To detect signs of witchcraft, the “judge” uses a nylon thread that is “extraordinary and resistant,” explained the tribal elders that we spoke to. The thread is put on a metal plate, which is heated with fire. If the thread breaks, the person on trial is a witch.

Out of the three tribes living in the Uvira highlands, only the Bafuliru people still use Kihango trials, which have been denounced by human rights activists.

The trials were banned in 1994 by the Bafuliru’s Mwami, only to be resurrected in 2009, after the Mwami declared that it was a tradition that should be upheld. Going against tradition, he said, would be a serious offense. Even though many elders were against it, they approved the chief’s decision, for fear of losing their position in the tribe.

The neighboring tribe, the Bavira people, banned the practice in 2008. The Kihango trials were replaced by a new judicial process, which their Mwami trusted to deal with local disputes.

A lucrative business

It should be noted that the witchcraft trials are not free, and are an important source of revenue for the tribal chiefBefore the dispute can be brought to the court, each party has to pay a mandatory fee of $200–the price of a cow–whether they can afford it or not.

The headmaster of a primary school situated in Rubanga, 10 kilometers from the village of Lemera, says the witchcraft trials are just a way to exploit the local poor farmers in order to generate revenue for the tribal chief. “It would be naïve to think this is a real test of witchcraft. The tribal judges, who are pawns of the Mwami, are bribed to hand out false verdicts,” he says.

In August 2012, one of the judges admitted that he faked the result of the nylon test so that the woman on trial, the granddaughter of a friend, could be spared.
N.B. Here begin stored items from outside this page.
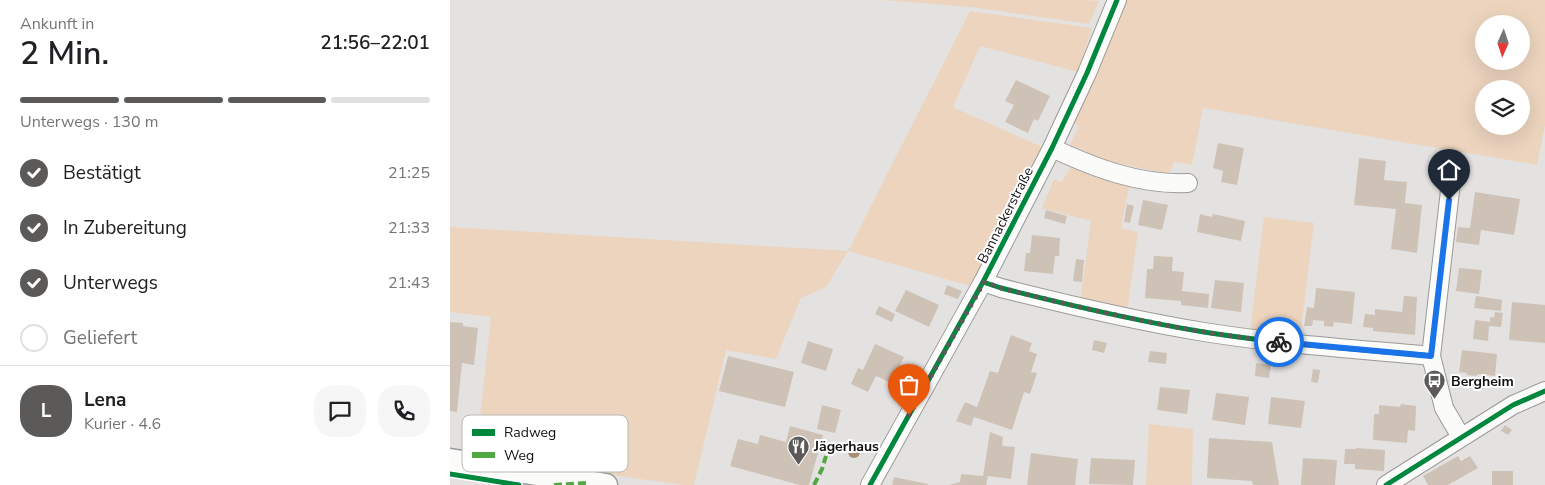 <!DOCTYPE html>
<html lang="de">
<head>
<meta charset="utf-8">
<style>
  :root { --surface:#fff; --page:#f6f6f6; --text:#202124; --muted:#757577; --line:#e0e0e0; --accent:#5c5a59 }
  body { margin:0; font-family:"Nunito Sans",sans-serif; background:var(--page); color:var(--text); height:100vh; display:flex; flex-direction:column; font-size:19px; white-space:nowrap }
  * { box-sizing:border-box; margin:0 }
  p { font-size:16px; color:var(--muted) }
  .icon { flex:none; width:28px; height:28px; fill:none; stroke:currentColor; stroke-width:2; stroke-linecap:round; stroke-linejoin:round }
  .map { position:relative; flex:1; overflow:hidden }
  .details { display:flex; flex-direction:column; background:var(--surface); width:450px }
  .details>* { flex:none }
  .needle { width:32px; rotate:183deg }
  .buttons { position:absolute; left:1025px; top:15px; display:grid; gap:10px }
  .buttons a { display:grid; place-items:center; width:55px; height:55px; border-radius:50%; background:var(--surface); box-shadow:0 5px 20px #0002; font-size:25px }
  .pin { position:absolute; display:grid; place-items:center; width:42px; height:42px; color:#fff; margin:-51px -21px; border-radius:50% 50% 50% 0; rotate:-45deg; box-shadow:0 0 5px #0007 }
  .pin .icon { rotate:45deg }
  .courier { position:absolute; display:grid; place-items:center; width:50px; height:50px; margin:-25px; border:4px solid #1a73e8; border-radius:50%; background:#fff; color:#222; box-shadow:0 1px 6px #0007 }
  .headline em { font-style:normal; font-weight:600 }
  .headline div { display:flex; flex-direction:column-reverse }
  .headline { display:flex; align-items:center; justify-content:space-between; height:85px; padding:0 20px }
  h1 { font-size:32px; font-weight:600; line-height:38px }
  .bar { display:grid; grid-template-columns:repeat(4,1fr); gap:8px 5px; align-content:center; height:60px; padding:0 20px }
  .bar i { height:6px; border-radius:4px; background:var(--line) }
  .bar .selected { background:var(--accent) }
  .bar p { grid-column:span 4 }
  .line { display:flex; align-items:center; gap:12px; padding:0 20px; border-top:1px solid var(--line) }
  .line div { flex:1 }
  .round { display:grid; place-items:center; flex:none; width:52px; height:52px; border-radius:20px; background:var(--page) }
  ol { padding:0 20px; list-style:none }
  li { display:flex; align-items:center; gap:15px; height:55px }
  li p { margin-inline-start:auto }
  li .icon { padding:5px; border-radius:50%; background:var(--accent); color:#fff; stroke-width:4 }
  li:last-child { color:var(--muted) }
  li i { width:28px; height:28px; border:2px solid var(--line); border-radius:50% }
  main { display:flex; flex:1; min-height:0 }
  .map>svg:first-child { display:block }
  .green { fill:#ecd4be; fill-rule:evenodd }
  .building { fill:#cec2b6 }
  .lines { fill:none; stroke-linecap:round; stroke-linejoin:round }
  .minor-casing { stroke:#9a9898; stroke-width:20 }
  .tertiary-casing { stroke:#9a9898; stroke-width:25 }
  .minor { stroke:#fbfbfa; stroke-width:18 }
  .tertiary { stroke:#fbfbfa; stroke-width:22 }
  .quiet { stroke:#51a842; stroke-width:4; stroke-dasharray:8 4; stroke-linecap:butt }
  .cycleway-casing { stroke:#fff; stroke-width:8 }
  .cycleway { stroke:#00873e; stroke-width:5 }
  .tree { fill:#a68e76 }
  .done { stroke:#5c5a59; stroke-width:5; stroke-dasharray:0 9 }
  .route { stroke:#1a73e8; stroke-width:6 }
  .labels { text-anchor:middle; stroke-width:4; stroke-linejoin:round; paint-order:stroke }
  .street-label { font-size:14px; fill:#121110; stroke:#fff }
  .poi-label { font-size:14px; font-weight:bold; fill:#121110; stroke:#fff; text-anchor:start }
  .key { fill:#fff; stroke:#b8b8b7; stroke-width:1 }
  .key-label { font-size:14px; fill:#121110 }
</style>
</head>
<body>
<main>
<section class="details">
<div class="headline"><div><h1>2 Min.</h1><p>Ankunft in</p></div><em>21:56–22:01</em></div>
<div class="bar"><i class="selected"></i><i class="selected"></i><i class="selected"></i><i></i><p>Unterwegs · 130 m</p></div>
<ol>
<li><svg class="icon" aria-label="check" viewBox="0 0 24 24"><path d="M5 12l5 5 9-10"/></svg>Bestätigt<p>21:25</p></li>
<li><svg class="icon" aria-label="check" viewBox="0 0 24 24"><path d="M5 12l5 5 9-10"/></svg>In Zubereitung<p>21:33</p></li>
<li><svg class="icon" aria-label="check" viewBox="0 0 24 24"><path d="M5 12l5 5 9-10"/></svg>Unterwegs<p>21:43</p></li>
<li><i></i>Geliefert</li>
</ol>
<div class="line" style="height:90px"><b class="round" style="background:var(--accent);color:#fff">L</b><div><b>Lena</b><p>Kurier · 4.6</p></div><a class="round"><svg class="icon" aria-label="chat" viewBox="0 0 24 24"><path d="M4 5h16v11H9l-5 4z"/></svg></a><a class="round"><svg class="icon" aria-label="phone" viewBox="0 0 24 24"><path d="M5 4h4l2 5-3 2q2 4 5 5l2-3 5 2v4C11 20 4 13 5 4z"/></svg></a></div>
</section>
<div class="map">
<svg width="1095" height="485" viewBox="0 0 1095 485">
  <rect width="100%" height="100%" fill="#e4e2e1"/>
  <g class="green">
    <path d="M432 0H636L649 1 639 24 521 7Z"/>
    <path d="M672 0H1095V125L1087 165 753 108 742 165 724 162 721 170 716 173 666 163 643 155 620 145 629 126 619 121ZM1034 24H1071V61H1034ZM1034 89H1071V126H1034Z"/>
    <path d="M520 11 642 28 628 72 530 46 503 107 592 147 520 286 398 251 376 287 351 298 326 359 276 350 244 485H234L139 472 26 453 41 317 0 312V227L398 251Z"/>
    <path d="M622 164 680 182 671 228 688 232 677 311 630 302 641 221 592 208 604 179 612 182Z"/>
    <path d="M814 217 864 223 850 337 800 331Z"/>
    <path d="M699 424 743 429 742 485H696Z"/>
  </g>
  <g class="building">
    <path d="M566 80 600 96 588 121 584 119 578 133 555 122 564 105 555 101Z"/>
    <path d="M768 143 794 148 787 185 771 182 773 171 763 168Z"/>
    <path d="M909 158 936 161 934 180 957 182 955 203 972 205 967 253 941 249 946 209 904 205Z"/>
    <path d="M1025 192 1070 199 1064 235 1031 230 1029 245 1006 242 1008 227 1020 228Z"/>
    <path d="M693 200 718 205 712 230 688 225Z"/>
    <path d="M677 204 684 206 680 223 674 222Z"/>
    <path d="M596 210 617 216 615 224 594 218Z"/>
    <path d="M750 214 762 217 763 214 795 221 791 241 747 232Z"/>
    <path d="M582 235 610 238 609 256H605L603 274 574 271 576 253H580Z"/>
    <path d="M704 256 723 257 722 271 734 272 732 291 759 294 758 308 731 305V301L695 298 697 269H703Z"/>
    <path d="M626 259 634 260 632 282 623 281Z"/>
    <path d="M1009 268 1032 270 1029 294 1006 291Z"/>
    <path d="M765 280 794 283 791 312 761 308Z"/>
    <path d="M497 285 512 291 508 299 494 294Z"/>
    <path d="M866 288 905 292 902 324 884 322 883 327 874 326V321L863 320 862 326H854L857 307 864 308Z"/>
    <path d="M456 290 489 305 479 327 445 311Z"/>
    <path d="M954 296 967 297 965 335 923 331V328L913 327 915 314 925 315V309L952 312Z"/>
    <path d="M1026 296 1052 300 1051 311 1024 308Z"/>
    <path d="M1062 302 1095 305V343L1059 340Z"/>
    <path d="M429 306 445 314 442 322 425 314Z"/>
    <path d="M1045 312 1053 313 1051 327 1039 326 1038 341 1023 339 1025 320 1040 322V317L1044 318Z"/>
    <path d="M0 322 13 323V326L28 328 24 365 12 363 7 412 0 411Z"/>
    <path d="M561 335 582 343 579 351 587 354 581 372 587 373 580 394 574 392 562 430 524 417 521 426 506 421 515 402 527 407 540 371 548 373Z"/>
    <path d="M644 340 657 343 654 353 642 350Z"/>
    <path d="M358 341 383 349 376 371 351 363Z"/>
    <path d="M425 344 454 357 442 383 426 376 418 392 401 384 408 368 413 370Z"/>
    <path d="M1012 350 1047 354 1045 376 1027 374V376L1017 375V373L1009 372Z"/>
    <path d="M700 351 717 353 716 364 698 362Z"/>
    <path d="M278 356 344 372 335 407 269 391Z"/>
    <path d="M806 363 821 365 819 378 805 376Z"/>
    <path d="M863 369 870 370 868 383 861 382Z"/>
    <path d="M710 387 740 390 737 414 707 410Z"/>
    <path d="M766 393 799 397 795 425 762 420Z"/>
    <path d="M821 397 855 401 851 428 818 424Z"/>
    <path d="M951 404 966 406 965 431 958 430 957 443 923 440 924 414H929V405L950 407Z"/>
    <path d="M372 405 391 410 385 433 367 429Z"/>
    <path d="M1055 425 1062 430 1058 435 1051 431Z"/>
    <path d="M340 426 373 435 359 485H350L280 466 288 439 308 444 310 435 336 442Z"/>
    <path d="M540 432 553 437 552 446 565 447 561 479 538 476 536 485H499L510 482 511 474 533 476Z"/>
    <path d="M759 438 822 442 829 485H803L802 481 757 478Z"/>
    <path d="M906 448 935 450 934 471 905 469V464H894L895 449H906Z"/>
    <path d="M581 453 628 459 625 485H577Z"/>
    <path d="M1008 456 1011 461 1020 456 1028 468 998 485H978L973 476Z"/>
    <path d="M641 458 685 460 683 485 639 484Z"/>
    <path d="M853 458 887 460 885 485H851Z"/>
    <rect x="1042" y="471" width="21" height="14"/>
    <path d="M444 477 478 484V485H442Z"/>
  </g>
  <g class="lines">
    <defs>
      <g id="minor">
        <path d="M602 148C645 168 689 185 738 183"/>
        <path d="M994 164 1001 182 981 356 994 408 1011 437"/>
        <path d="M533 282 551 288C618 305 686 321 754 332 829 344 905 349 981 356"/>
        <path d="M420 485 533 282 602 148 637 73 667 0"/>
        <path d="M936 485 1063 405 1095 391"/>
      </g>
      <path id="tertiary" d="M0 460 156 485"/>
    </defs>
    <use href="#minor" class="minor-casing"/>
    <use href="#tertiary" class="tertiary-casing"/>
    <use href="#minor" class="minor"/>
    <use href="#tertiary" class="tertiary"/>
    <g class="quiet">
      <path d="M104 485 138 483"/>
      <path d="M364 485 372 469 376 456"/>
    </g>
    <defs>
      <g id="cycleway">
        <path d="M533 282 551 288C618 305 686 321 754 332 829 344 905 349 981 356"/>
        <path d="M0 474 69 485"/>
        <path d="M420 485 533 282 602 148 637 73 667 0"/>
        <path d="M936 485 1063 405 1095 391"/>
      </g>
    </defs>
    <use href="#cycleway" class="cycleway-casing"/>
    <use href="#cycleway" class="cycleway"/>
  </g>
  <circle class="tree" cx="404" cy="452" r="6"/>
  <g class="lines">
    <path class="done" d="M459 415 534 282 551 288C643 311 735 332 829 342"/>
    <path class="route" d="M829 342 981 356 999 200"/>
  </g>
  <defs>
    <symbol id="bus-pin" viewBox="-11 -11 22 30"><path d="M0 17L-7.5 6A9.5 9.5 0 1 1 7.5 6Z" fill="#5c5a59" stroke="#fff"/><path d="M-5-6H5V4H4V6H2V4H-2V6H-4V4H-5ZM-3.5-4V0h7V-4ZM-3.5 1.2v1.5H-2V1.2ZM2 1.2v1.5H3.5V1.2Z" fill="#fff"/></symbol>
    <symbol id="restaurant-pin" viewBox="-11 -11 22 30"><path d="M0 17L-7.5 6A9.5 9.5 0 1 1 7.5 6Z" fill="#5c5a59" stroke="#fff"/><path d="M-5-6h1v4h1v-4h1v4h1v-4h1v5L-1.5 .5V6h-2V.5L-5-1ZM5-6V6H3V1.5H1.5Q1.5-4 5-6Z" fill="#fff"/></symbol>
  </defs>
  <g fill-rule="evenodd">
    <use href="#bus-pin" x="972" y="368" width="25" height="34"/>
    <use href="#restaurant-pin" x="336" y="434" width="25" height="34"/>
  </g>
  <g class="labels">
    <g class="street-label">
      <text transform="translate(555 215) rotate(-63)" y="5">Bannackerstraße</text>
    </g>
    <g class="poi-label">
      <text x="1001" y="386">Bergheim</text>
      <text x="364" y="451">Jägerhaus</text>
    </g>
  </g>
  <rect x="12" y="415" width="166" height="57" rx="8" class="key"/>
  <rect x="22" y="429" width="23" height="7" fill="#00873e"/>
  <rect x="22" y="452" width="23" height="6" fill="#51a842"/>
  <g class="key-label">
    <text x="54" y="437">Radweg</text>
    <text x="54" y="460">Weg</text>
  </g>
</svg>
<div class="buttons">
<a><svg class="needle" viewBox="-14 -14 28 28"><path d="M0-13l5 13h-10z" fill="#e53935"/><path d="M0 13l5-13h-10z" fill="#757577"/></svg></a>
<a><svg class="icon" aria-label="layers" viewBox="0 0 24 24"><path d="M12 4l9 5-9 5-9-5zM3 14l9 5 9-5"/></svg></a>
</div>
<div class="pin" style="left:459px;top:415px;background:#ea580c"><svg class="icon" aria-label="bag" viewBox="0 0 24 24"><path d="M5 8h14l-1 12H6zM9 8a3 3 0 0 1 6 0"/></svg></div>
<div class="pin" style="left:999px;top:200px;background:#1f2937"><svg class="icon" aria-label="home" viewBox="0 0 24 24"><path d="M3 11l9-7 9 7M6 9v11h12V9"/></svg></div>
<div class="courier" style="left:829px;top:342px"><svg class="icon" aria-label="bike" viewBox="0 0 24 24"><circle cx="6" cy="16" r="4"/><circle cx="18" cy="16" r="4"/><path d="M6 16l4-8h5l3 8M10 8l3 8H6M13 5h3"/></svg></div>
</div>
</main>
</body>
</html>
Vincent Lindalo, a local human rights activist, wants to encourage locals to denounce the trials. The villagers who are found guilty – mostly women – are forced to leave their villages to go live in places they barely know.

“Because they are ignorant of the judicial system and are poor, they believe it is impossible to win a trial against a tribal chief,” says Lindalo. “Many people believe the chief is untouchable, because of his position, or that their ancestors’ wrath will fall on them if they accuse the chief of wrongdoing.”